そのエッセイには、次のような印象深い記述がありました。
・主人公である医師のリウーは、物語の最後に、起こった出来事を書き残そうと決意する。
同じように、謎めいたよそ者タルーは、危機の最初から精密な記録を残す。
小役人のグラン、記者のランベール、登場人物たちは、社会の危機に個人として誠実に振る舞うが、
実は、彼らはみな、なにかしら「書く人」なのだ。
未曾有(みぞう)の事態に誰もが思考放棄に陥る中、彼らは「考えろ」と自分に言い聞かせる。
そして、考えるための最良の方法は「書く」ことなのである。
・「ペスト」の襲来は、わたしたちの内側にひそんでいた、もう一つの「ペスト」をあぶり出す。
口から出る「息」に含まれ、他人に感染して傷つけるもの、
いうまでもなく、それは「ことば」に他ならない。
「ことば」にどれほど人を害する力があるのかを、
いままさに、わたしたちは、イヤというほど気づかされているではないか。
「ことば」は、「ペスト」のように(あらゆる感染症のように)、人を殺しもするが、
それに対抗するものも、実は「ことば」しかないのである。
だから、『ペスト』の登場人物たちは、「ことば」を武器にして、迫り来る危機に立ち向かう。

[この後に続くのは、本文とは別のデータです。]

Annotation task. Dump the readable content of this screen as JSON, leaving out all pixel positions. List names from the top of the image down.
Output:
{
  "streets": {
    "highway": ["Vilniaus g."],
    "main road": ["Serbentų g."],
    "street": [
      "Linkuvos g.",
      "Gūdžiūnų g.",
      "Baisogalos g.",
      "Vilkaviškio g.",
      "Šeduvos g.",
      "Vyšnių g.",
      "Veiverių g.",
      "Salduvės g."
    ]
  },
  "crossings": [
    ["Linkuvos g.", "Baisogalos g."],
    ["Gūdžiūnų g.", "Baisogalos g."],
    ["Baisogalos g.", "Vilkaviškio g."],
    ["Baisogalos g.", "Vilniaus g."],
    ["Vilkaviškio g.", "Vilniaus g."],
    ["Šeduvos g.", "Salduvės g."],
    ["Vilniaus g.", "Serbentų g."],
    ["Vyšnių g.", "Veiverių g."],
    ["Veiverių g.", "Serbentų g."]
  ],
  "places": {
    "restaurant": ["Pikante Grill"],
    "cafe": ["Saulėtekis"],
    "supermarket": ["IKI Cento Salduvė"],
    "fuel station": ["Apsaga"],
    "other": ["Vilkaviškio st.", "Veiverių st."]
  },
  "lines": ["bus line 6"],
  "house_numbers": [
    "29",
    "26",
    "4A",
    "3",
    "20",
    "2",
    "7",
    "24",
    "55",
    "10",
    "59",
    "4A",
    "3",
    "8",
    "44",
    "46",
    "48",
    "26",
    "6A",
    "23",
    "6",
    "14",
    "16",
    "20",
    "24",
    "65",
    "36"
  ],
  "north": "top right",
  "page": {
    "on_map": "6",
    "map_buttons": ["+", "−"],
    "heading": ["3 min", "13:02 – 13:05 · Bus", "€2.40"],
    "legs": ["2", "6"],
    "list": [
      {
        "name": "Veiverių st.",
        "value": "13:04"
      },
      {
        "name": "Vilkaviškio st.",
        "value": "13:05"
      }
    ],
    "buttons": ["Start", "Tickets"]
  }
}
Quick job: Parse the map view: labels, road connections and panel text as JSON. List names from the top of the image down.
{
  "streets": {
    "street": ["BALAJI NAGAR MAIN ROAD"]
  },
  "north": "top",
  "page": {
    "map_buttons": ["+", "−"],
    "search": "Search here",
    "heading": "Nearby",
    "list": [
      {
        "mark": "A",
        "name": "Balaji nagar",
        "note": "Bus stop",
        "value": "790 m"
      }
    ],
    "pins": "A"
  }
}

もちろん、それが、どれほど危険なものであるかを知りながら。
・危機に際して、作家は、内なる本能に目覚める。
それは、世界を記録し、人びとの記憶のうちに留めたいという本能だ。
だから、作家は、逃げずに止まる。部屋の中に止まることも、戦場に止まることもある。
それがどんな場所であろうと、最後のひとりになっても、彼(彼女)は、踏み止まる。
そして「意志と緊張をもって、気をゆるめず」、なにが起こったのかを書き残す。目の前の読者を力づけ、
未来の読者には、同じ苦しみを味わわせないために。
この「コロナ」の危機にあって、踏み止まった作家が、どんな記録を、どんな物語として残すのだろう。
もちろん、わたしも、そのひとりでありたいと願っているのだが。
う~む、なるほど‥‥。考えるための最良の方法は「書く」ことなのですね‥‥。
小説の読み方の深さが、私のような凡人とは全く違います。恐れ入りました。
今回の「コロナ危機」に際して、高橋先生をはじめとして
作家の諸先生方は、「踏み止まって」、「物語の記録」という執筆活動に励まれているのでしょうか?
そうであるならば、「読者を力づける」作品の登場を、今から心待ちにしたいと思います。